Soudain, une foule, de la lumière : nous voilà déjà arrivés devant le théâtre. Tout de suite, on oublie tout pour plonger dans un autre monde. On retrouve quelques amis venus pour assister à la pièce avec nous, ou peut être que l’on prend simplement le temps d’apprécier toute cette effervescence, et l’attente excitée qui se dégage de la foule. Enfin, c’est notre tour. On tend notre billet à l’ouvreur qui le déchire, « Bon spectacle ! », merci et nous voilà propulsés dans la grande salle du CCU. Un petit arrêt côté régie son et lumière et puis l’espace s’ouvre devant nous : le plafond haut, les murs lambrissés, les appliques d’époque, les sièges en velours rouge qui s’étalent devant nous, la scène. Happé par cet espace envoûtant, on avance, on trouve notre place et on attend que tout le monde soit installé.
Enfin, le spectacle peut commencer.

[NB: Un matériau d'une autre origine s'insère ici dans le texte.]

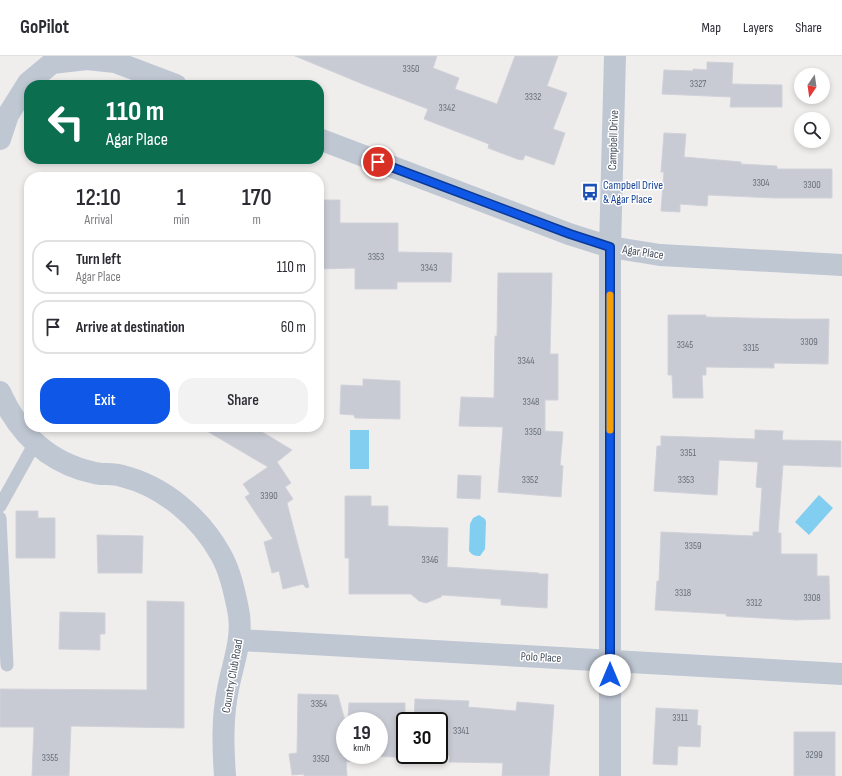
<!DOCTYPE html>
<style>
body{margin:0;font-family:"Sofia Sans Condensed",sans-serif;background:#f2f2f3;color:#2b2b33;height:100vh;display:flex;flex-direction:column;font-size:15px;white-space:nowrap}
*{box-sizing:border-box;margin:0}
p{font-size:13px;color:#7c7c81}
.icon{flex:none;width:22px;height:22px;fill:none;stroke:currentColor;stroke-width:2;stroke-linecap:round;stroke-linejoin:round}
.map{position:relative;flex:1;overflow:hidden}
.sheet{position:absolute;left:24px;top:116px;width:300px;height:260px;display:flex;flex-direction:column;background:#fff;border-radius:16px;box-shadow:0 2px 6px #0003}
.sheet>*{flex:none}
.banner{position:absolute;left:24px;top:24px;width:300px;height:84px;border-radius:16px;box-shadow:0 2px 6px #0003;background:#0b6e4f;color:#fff;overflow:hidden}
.needle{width:26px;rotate:193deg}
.tools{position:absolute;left:794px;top:12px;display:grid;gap:8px}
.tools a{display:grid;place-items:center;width:36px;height:36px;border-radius:50%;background:#fff;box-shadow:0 2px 6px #0003;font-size:20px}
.speed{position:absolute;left:336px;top:656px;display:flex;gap:8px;font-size:20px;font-weight:700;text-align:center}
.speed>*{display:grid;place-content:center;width:52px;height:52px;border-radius:50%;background:#fff;box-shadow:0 2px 6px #0003;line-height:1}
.speed small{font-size:10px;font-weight:400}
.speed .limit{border:2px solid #111;border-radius:6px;background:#fff;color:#111}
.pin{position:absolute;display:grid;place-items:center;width:34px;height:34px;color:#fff;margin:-17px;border:2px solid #fff;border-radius:50%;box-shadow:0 1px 4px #0007}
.me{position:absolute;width:44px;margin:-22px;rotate:0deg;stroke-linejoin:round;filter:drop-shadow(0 0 3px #0008)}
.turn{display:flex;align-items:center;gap:14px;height:84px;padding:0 16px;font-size:18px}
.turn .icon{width:52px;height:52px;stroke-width:2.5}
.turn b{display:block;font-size:28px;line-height:34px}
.eta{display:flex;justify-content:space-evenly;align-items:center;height:68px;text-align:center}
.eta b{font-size:24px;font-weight:600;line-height:28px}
.action{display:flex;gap:8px;margin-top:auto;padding:8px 16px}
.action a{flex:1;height:46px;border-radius:16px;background:#0f58e7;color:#fff;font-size:16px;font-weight:600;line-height:46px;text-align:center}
.action a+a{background:#f2f2f3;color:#2b2b33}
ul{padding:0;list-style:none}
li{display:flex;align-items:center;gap:12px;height:54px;margin:0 8px 6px;padding:0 8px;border:2px solid #e1e1e2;border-radius:16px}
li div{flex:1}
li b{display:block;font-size:15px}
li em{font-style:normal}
header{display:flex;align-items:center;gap:24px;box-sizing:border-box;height:56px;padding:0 20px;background:#fff;border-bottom:1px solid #e1e1e2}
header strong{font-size:19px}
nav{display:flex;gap:22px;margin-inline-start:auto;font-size:14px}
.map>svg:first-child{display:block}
</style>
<header>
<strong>GoPilot</strong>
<nav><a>Map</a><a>Layers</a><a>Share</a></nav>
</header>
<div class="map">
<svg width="842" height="720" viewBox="0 0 842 720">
<rect width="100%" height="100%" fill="#f0eded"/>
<!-- water -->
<g fill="#82cef0">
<rect x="350" y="374" width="19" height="39"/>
<polygon points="819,439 833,452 809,479 795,466"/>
<path d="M479 459 485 463 486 466 485 493 480 500C474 500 472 499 469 495L470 468 473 462Z"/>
</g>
<!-- building -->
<g fill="#c8cbd3" stroke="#d0d2d9">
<polygon points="295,0 437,0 433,12 459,22 455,33 497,48 515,0 558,0 547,30 567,37 553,73 565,77 554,109 525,99 523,104 517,103 488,92 489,88 424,63 428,53 365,29"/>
<polygon points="707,6 733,7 732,28 782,29 782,51 730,51 731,41 662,38 664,14 693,15 693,13 707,14"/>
<polygon points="664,77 686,78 684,101 741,106 741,108 777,110 777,113 832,113 832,142 774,142 708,139 707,150 680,148 680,156 661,155 664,116 661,116"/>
<polygon points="319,144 340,144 340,167 398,167 398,196 452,197 451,226 397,226 397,233 355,233 355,212 319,213"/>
<polygon points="498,217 552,217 550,298 558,298 558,344 545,344 545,375 563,376 560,409 563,410 561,441 498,436 503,371 459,370 461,341 494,342 495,280 497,280"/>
<polygon points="668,259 706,259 706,261 790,263 829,263 828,308 774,307 774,312 706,311 706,319 702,319 703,342 673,342 672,319 668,319"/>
<polygon points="363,323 400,325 400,363 355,362 354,359 340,358 341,329 363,330"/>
<polygon points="200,371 254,371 292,394 277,406 291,427 285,431 293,443 287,447 309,531 306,532 303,528 283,533 279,515 272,517 264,486 273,483 245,441 250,438 243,428 268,411"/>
<polygon points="755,374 783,375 782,384 841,385 841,411 783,409 778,477 781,477 781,498 817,498 817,520 829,520 830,563 796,564 726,560 726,558 655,554 657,525 659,525 661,476 753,480 753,476 759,476 762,432 756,431 758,406 719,404 717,439 654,435 657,390 661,390 661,380 755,383"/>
<polygon points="458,419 481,420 480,443 457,442"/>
<polygon points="345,440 371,440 371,450 388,450 388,470 448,472 447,511 539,517 539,518 548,518 547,552 501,549 501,543 442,539 441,541 426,547 419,545 411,538 349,538 349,502 345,502"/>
<polygon points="16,455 38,455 38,462 55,462 55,502 16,502"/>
<polygon points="97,479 143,480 142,517 98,517"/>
<polygon points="147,545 184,546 184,672 71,670 69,720 32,720 34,671 0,671 0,633 147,634"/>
<polygon points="60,556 105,557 105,578 100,578 100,594 59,593"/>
<polygon points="298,638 338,639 345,665 345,699 379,699 379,665 347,665 348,665 349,647 405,647 405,692 397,692 397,701 351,700 352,705 346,706 347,720 304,720 304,718 292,719 289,698 297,697"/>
<polygon points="415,643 469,645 468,651 516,655 517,646 554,649 549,720 502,720 503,707 449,706 450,700 445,700 445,665 414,665"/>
<polygon points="656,652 698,654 697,669 701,670 700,691 678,690 677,709 653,708"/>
<rect x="794" y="676" width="41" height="44"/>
</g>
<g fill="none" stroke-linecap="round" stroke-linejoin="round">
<!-- service -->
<g stroke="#bfc7d3" stroke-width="13">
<polyline points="0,450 35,387"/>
<polyline points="0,462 7,609"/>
</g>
<!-- minor -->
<g stroke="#bfc7d3" stroke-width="22">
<polyline points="0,83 8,59 28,27 52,7 87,3 115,6 176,29"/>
<polyline points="319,83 569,178 610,191 660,199 842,209"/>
<path d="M0 336C19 378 48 407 95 417 103 419 113 417 122 420 163 430 200 461 221 499 230 515 234 534 238 553 244 581 233 606 228 633 222 662 223 691 225 720"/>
<polyline points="240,584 842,618"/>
<polyline points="610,720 610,191 615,0"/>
</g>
</g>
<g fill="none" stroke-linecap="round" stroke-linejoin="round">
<!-- route casing -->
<g stroke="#0a3996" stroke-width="10">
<polyline id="route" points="378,106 570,178 610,191 610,619"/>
</g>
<!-- route -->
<use href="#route" stroke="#0f58e7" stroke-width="7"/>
<!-- slow -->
<polyline stroke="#f59e0b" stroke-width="7" points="610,239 610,374"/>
</g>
<!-- icons -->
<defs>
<g id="bus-bare" transform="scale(1.38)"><path d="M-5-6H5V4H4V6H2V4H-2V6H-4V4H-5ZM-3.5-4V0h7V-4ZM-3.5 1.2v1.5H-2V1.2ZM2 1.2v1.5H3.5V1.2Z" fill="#1a4fb4" stroke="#fff" stroke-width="2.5" paint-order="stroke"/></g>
</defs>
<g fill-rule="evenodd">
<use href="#bus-bare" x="590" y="136"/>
</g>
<g text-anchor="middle" stroke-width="3" stroke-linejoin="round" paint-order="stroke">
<!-- number labels -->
<g font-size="10" fill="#656d79">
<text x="411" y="16">3350</text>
<text x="698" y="31">3327</text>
<text x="533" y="44">3332</text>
<text x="447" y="55">3342</text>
<text x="761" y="130">3304</text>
<text x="812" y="132">3300</text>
<text x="376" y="204">3353</text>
<text x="429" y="215">3343</text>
<text x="809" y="289">3309</text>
<text x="685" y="292">3345</text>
<text x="751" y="295">3315</text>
<text x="526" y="308">3344</text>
<text x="531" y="349">3348</text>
<text x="533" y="379">3350</text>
<text x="688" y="400">3351</text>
<text x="530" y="427">3352</text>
<text x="686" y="427">3353</text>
<text x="269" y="443">3390</text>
<text x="693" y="493">3359</text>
<text x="430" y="507">3346</text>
<text x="683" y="540">3318</text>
<text x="812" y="545">3308</text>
<text x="754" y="550">3312</text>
<text x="319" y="651">3354</text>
<text x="680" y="665">3311</text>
<text x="461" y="678">3341</text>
<text x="814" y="702">3299</text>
<text x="50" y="705">3355</text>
<text x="321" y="706">3350</text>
</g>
<!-- street labels -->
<g font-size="12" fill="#444e5b" stroke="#fff">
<text transform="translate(613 84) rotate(-88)" y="4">Campbell Drive</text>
<text transform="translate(643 196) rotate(8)" y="4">Agar Place</text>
<text transform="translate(541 601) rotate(3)" y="4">Polo Place</text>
<text transform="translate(232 620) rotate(-80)" y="4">Country Club Road</text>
</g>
<!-- transit labels -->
<g font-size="12" fill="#164399" stroke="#fff" text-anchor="start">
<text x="603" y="133">Campbell Drive<tspan x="603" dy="14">&amp; Agar Place</tspan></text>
</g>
</g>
</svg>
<div class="tools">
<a><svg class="needle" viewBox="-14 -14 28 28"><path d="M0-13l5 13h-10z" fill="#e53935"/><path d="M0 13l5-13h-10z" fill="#7c7c81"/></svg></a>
<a><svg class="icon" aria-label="search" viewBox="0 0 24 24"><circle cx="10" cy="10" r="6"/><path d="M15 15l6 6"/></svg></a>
</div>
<div class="speed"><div>19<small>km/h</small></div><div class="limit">30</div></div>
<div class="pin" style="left:378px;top:106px;background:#d93025"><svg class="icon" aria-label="arrive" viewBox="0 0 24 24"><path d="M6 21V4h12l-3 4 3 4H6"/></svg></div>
<svg class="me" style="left:610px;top:619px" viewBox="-20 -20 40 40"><circle r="19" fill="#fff"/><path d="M0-13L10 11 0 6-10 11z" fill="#0f58e7"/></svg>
<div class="banner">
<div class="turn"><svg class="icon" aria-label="left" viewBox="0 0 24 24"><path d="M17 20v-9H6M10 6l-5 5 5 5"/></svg><div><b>110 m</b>Agar Place</div></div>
</div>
<section class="sheet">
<div class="eta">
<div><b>12:10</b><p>Arrival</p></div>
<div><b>1</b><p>min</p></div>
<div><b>170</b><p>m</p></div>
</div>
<ul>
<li><svg class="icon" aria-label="left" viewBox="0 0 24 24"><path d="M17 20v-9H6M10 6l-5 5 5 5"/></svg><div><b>Turn left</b><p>Agar Place</p></div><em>110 m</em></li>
<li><svg class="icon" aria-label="arrive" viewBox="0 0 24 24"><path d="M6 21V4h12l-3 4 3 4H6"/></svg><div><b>Arrive at destination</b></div><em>60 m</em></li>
</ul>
<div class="action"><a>Exit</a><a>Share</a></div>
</section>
</div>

Les lumières sur les gradins s’éteignent doucement, la scène s’allume, et nous voilà plongés dans un tout autre univers, haut en couleur et en relief. Les acteurs en face de nous sont bien réels. Mais on ne sait jamais quelles surprises nous sont réservées.
« Je fais de la décoration florale et mon frère de la restauration de meubles, on connaît donc la création, l’investissement personnel et le temps que tout cela demande au comédien. Je suis admirative et je profite à 100% de leur présence sur scène, de la magie et des émotions qu’ils nous transmettent. Et ils nous en donnent beaucoup. Le décor aussi peut nous provoquer des émotions : la surprise, l’étonnement ou le malaise …Au théâtre, tout est presque magique».
Dans la salle, l’atmosphère est détendue et décontractée. Ou pas. Les gens rient entre eux ou retiennent leur souffle, ce soir le public est local et familial (ndlr : on est loin d’un petit théâtre de quartier : la grande salle accueille plus de 800 places !) : tous réunis pour assister à un spectacle vivant !
« Le théâtre, c’est une fête pour moi. Bien sûr, il arrive qu’on voie des pièces qu’on a moins aimées, comme il m’arrive parfois de revoir un spectacle pour l’envisager sous un autre jour, car chaque représentation est unique. Mais le théâtre reste un endroit de paix, de rencontre, de partage d’émotions. Quand il fait moche, c’est aussi s’obliger à sortir. Je sais qu’il y a des choses à la télé ou sur Internet mais ce n’est pas du vivant, ça ne m’apporte rien ! »
Le spectacle se termine, la salle applaudit, les acteurs saluent, remercient les techniciens, sortent de scène et le public de la salle. Certains s’attardent à discuter dans la salle, encore étourdis de ce qu’ils viennent de voir, de vivre.
«Nous, après le spectacle, on aime se retrouver au bar pour papoter autour d’un verre ou alors on va manger un morceau pour prolonger l’agréable soirée et se réjouir du prochain spectacle à découvrir. C’est ça la culture, non ? » conclut joliment Anne Pilier.